> **Task objective**
Filter the entries below, keeping only lines with the word "none".

> **Listed entries**
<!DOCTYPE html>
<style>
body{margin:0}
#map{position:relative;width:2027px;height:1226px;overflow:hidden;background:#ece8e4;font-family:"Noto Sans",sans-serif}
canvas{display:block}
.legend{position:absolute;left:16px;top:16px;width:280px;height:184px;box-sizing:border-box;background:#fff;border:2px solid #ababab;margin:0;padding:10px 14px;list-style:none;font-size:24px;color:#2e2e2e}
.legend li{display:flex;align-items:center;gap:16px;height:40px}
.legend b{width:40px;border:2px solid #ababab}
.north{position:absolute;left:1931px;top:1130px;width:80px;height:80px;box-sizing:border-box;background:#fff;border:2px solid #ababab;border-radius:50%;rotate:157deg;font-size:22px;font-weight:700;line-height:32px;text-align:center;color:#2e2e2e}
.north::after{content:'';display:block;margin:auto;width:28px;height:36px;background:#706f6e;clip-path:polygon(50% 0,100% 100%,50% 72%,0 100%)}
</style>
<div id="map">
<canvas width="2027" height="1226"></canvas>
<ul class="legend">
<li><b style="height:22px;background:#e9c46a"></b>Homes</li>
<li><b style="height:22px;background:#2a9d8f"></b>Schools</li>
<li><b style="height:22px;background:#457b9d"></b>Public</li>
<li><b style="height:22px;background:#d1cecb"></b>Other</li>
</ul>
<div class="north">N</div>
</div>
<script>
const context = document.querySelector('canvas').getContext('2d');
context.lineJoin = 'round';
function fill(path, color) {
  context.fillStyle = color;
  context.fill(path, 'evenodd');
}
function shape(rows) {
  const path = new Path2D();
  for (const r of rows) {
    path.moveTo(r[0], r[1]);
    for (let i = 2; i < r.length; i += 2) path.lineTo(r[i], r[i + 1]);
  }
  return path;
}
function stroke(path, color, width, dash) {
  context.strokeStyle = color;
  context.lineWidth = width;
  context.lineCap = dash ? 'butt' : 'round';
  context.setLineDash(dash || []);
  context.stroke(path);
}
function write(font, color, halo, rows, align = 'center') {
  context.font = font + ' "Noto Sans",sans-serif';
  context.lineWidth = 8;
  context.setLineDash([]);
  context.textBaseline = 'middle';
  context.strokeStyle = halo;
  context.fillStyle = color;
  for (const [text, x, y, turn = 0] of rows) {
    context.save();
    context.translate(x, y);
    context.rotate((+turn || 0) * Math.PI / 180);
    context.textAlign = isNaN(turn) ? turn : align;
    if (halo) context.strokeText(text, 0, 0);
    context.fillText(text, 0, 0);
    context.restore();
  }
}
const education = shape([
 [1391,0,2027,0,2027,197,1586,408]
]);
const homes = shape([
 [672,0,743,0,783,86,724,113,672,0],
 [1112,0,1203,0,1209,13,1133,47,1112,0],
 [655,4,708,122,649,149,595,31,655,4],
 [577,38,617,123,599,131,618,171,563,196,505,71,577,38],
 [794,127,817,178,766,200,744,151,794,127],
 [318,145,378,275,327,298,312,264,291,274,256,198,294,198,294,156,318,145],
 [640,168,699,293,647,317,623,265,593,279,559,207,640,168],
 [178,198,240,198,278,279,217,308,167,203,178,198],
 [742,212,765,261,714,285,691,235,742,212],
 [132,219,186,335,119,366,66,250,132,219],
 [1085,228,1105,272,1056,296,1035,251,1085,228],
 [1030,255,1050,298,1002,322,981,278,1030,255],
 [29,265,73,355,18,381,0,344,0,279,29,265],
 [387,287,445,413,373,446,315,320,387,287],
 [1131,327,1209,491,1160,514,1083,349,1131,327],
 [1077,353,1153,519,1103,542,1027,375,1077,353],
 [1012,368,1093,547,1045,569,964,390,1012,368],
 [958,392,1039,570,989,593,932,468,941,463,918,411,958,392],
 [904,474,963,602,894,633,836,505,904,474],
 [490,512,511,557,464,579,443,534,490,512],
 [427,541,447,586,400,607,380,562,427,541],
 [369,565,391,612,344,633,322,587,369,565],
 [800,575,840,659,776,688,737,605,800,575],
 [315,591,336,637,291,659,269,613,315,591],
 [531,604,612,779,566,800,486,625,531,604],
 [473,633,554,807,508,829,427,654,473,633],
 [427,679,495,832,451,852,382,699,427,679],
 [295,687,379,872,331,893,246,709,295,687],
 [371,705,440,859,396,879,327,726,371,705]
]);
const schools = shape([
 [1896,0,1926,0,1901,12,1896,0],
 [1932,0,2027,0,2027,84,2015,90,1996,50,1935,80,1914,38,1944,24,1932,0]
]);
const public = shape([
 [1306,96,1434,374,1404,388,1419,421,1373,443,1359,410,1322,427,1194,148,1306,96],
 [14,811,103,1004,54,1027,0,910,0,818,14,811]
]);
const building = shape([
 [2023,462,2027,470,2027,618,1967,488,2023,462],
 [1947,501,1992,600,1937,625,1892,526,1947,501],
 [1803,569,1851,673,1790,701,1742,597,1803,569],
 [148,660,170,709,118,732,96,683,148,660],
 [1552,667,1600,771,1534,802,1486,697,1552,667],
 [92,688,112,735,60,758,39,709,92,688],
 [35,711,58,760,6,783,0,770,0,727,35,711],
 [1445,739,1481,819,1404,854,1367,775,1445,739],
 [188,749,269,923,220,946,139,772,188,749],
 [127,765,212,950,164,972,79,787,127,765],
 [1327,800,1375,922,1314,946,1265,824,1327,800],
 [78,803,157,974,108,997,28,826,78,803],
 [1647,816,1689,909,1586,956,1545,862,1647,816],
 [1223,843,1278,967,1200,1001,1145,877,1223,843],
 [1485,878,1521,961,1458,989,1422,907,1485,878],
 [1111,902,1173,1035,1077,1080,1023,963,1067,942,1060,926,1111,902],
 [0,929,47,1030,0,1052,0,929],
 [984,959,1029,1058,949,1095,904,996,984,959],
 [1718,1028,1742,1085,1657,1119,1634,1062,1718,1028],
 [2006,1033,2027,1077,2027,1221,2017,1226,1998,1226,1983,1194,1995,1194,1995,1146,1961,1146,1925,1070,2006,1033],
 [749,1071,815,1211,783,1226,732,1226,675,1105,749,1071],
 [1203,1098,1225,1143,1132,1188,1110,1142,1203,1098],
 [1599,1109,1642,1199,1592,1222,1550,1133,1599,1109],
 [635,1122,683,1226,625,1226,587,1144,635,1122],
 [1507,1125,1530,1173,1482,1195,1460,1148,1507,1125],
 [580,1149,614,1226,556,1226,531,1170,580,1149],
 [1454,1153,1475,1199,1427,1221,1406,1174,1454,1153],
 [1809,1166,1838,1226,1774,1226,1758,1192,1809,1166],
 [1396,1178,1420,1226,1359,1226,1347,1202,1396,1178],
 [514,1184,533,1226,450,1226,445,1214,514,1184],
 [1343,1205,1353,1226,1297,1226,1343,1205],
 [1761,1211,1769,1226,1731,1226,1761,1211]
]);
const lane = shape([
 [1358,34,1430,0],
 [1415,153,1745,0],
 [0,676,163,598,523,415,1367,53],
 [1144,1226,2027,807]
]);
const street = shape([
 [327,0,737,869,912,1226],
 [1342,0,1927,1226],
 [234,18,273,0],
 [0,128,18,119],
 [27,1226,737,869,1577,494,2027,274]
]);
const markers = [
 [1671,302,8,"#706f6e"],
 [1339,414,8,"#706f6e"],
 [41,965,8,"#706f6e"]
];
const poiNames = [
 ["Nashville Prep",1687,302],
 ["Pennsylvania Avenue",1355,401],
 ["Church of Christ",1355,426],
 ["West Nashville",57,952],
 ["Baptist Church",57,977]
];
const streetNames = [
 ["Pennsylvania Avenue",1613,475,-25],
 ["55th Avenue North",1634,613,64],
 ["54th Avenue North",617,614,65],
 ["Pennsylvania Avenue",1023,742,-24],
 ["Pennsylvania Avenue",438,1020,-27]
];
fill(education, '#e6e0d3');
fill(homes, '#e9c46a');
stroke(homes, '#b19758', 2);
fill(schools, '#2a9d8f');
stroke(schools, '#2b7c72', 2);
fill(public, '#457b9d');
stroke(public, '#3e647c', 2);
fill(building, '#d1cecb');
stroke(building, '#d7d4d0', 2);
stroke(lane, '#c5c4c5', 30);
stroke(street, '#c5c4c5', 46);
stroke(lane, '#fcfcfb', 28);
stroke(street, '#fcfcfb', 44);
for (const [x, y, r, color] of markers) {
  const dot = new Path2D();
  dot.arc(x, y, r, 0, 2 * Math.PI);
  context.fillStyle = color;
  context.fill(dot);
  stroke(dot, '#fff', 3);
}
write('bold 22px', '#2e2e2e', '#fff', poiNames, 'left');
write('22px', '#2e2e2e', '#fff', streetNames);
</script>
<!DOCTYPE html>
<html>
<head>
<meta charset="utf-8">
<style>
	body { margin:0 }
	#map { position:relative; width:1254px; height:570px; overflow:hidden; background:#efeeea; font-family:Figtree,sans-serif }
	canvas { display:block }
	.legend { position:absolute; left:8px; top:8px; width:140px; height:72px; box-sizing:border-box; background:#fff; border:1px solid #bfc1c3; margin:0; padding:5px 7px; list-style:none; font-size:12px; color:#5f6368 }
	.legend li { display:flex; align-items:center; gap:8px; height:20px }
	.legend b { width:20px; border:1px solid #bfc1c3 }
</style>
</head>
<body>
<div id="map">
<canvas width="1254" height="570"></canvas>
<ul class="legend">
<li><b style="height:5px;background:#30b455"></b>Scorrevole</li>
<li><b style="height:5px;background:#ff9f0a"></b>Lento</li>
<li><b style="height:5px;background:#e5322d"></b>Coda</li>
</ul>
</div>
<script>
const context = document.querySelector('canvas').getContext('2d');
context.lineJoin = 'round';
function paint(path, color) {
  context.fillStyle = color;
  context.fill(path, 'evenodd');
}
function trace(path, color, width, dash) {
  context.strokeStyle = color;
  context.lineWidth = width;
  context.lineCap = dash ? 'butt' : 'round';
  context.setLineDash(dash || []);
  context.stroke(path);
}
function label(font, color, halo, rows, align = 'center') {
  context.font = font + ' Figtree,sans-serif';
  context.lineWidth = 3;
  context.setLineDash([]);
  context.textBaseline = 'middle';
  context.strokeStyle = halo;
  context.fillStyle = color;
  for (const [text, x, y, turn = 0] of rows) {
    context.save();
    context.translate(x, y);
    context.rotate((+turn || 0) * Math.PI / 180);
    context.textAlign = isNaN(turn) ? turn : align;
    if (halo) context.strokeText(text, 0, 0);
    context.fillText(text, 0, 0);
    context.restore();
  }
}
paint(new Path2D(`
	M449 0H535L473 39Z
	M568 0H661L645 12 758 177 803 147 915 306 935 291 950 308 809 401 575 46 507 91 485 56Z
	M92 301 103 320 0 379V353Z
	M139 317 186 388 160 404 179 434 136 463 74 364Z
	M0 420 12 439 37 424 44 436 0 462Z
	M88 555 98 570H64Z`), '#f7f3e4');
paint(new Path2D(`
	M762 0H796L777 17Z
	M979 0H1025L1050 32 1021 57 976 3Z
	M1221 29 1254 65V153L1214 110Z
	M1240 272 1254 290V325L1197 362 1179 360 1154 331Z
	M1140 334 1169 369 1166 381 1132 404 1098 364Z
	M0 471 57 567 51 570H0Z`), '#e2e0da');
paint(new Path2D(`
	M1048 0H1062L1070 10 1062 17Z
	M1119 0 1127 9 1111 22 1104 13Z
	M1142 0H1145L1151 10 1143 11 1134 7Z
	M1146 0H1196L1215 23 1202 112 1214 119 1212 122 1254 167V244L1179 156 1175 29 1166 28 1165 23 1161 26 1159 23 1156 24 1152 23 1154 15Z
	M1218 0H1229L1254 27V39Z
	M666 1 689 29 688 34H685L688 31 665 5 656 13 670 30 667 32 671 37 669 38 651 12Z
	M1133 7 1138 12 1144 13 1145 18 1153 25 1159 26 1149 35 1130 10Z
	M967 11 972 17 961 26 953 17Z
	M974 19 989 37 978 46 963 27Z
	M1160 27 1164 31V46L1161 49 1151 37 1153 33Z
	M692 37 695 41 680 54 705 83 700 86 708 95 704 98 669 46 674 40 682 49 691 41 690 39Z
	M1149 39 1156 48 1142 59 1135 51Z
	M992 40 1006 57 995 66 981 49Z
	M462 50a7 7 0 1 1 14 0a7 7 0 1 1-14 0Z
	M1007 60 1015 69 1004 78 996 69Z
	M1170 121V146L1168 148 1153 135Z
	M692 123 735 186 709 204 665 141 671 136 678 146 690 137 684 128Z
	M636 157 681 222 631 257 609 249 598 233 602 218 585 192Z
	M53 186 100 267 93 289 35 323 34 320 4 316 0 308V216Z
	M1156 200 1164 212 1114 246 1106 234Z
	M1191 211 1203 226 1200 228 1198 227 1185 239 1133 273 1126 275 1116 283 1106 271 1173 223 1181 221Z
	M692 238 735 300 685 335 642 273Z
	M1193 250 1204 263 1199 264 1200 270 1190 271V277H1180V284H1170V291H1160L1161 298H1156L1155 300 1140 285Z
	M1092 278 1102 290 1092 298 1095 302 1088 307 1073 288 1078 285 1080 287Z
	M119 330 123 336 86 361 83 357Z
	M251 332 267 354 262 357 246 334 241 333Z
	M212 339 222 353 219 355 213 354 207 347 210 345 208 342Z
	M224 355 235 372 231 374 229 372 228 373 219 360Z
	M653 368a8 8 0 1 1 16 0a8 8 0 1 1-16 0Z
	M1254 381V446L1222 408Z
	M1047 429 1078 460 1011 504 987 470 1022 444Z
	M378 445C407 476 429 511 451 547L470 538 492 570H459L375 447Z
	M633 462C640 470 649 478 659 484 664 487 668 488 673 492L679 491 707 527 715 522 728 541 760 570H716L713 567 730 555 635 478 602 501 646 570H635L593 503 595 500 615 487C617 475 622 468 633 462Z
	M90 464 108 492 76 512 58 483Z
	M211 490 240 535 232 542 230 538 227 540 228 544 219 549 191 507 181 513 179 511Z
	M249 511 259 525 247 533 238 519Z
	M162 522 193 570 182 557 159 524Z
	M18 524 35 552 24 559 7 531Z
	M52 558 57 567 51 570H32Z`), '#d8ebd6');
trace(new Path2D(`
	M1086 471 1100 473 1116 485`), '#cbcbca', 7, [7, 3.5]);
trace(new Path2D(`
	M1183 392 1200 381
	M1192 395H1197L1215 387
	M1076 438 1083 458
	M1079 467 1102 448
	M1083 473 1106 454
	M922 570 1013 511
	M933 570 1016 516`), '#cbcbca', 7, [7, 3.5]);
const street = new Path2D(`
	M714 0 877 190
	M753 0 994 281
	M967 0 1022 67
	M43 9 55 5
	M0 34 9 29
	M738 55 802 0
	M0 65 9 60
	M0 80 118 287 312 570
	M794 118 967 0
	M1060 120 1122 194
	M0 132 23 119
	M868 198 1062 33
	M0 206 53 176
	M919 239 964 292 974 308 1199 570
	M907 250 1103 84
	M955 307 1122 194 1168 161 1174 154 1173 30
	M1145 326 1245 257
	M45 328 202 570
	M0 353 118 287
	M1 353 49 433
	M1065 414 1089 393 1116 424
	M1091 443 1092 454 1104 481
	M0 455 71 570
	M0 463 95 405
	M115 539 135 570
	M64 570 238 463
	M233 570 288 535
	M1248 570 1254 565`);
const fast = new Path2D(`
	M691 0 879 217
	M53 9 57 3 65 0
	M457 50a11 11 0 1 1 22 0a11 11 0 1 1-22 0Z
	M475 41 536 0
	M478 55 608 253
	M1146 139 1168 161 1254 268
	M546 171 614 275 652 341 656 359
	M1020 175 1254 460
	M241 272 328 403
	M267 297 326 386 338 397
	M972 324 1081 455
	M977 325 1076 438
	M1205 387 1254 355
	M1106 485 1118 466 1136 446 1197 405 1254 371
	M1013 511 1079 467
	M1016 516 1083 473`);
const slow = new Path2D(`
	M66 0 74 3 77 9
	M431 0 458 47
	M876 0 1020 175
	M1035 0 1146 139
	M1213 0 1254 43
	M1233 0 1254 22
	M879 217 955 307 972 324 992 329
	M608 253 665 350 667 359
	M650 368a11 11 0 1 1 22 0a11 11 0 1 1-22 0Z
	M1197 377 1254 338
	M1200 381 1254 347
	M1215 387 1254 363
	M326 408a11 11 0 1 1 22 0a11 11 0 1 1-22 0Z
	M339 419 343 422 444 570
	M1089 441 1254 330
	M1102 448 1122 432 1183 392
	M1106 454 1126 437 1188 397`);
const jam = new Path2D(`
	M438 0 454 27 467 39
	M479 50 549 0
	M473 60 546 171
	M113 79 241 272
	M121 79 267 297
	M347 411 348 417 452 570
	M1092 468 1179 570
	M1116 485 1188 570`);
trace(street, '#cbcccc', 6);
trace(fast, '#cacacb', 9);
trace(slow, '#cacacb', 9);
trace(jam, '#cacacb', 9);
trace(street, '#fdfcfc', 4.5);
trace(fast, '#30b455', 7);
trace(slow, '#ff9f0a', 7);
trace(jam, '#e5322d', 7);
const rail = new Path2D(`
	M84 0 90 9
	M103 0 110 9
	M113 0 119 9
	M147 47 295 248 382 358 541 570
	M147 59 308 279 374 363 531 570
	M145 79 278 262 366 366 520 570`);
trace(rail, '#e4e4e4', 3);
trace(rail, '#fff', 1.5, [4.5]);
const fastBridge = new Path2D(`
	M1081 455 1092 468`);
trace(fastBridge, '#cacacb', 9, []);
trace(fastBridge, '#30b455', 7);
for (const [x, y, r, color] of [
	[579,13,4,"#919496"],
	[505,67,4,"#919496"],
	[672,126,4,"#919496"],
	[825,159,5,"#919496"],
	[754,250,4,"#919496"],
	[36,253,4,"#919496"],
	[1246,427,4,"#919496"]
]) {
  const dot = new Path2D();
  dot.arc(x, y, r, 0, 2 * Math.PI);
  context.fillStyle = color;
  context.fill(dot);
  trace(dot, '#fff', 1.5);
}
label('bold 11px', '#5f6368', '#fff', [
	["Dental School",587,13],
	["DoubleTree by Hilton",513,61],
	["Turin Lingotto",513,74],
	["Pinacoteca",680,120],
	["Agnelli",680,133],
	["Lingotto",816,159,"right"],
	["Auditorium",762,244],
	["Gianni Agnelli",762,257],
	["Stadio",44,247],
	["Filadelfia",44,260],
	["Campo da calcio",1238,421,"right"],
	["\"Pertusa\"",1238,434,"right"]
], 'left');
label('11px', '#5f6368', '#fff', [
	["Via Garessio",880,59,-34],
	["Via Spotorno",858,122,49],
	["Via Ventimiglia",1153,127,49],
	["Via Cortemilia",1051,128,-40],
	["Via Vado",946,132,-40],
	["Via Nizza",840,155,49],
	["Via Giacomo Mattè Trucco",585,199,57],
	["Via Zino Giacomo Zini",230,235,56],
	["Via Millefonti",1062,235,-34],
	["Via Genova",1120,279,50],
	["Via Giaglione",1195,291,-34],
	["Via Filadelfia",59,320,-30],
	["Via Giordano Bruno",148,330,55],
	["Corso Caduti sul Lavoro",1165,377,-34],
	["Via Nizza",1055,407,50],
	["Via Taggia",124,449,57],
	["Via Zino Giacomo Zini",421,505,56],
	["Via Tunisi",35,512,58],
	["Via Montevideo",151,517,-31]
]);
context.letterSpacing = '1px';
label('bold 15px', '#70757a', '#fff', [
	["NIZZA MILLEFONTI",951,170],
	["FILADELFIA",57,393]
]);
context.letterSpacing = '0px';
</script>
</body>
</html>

> **Written answer**
.legend{position:absolute;left:16px;top:16px;width:280px;height:184px;box-sizing:border-box;background:#fff;border:2px solid #ababab;margin:0;padding:10px 14px;list-style:none;font-size:24px;color:#2e2e2e}
	.legend { position:absolute; left:8px; top:8px; width:140px; height:72px; box-sizing:border-box; background:#fff; border:1px solid #bfc1c3; margin:0; padding:5px 7px; list-style:none; font-size:12px; color:#5f6368 }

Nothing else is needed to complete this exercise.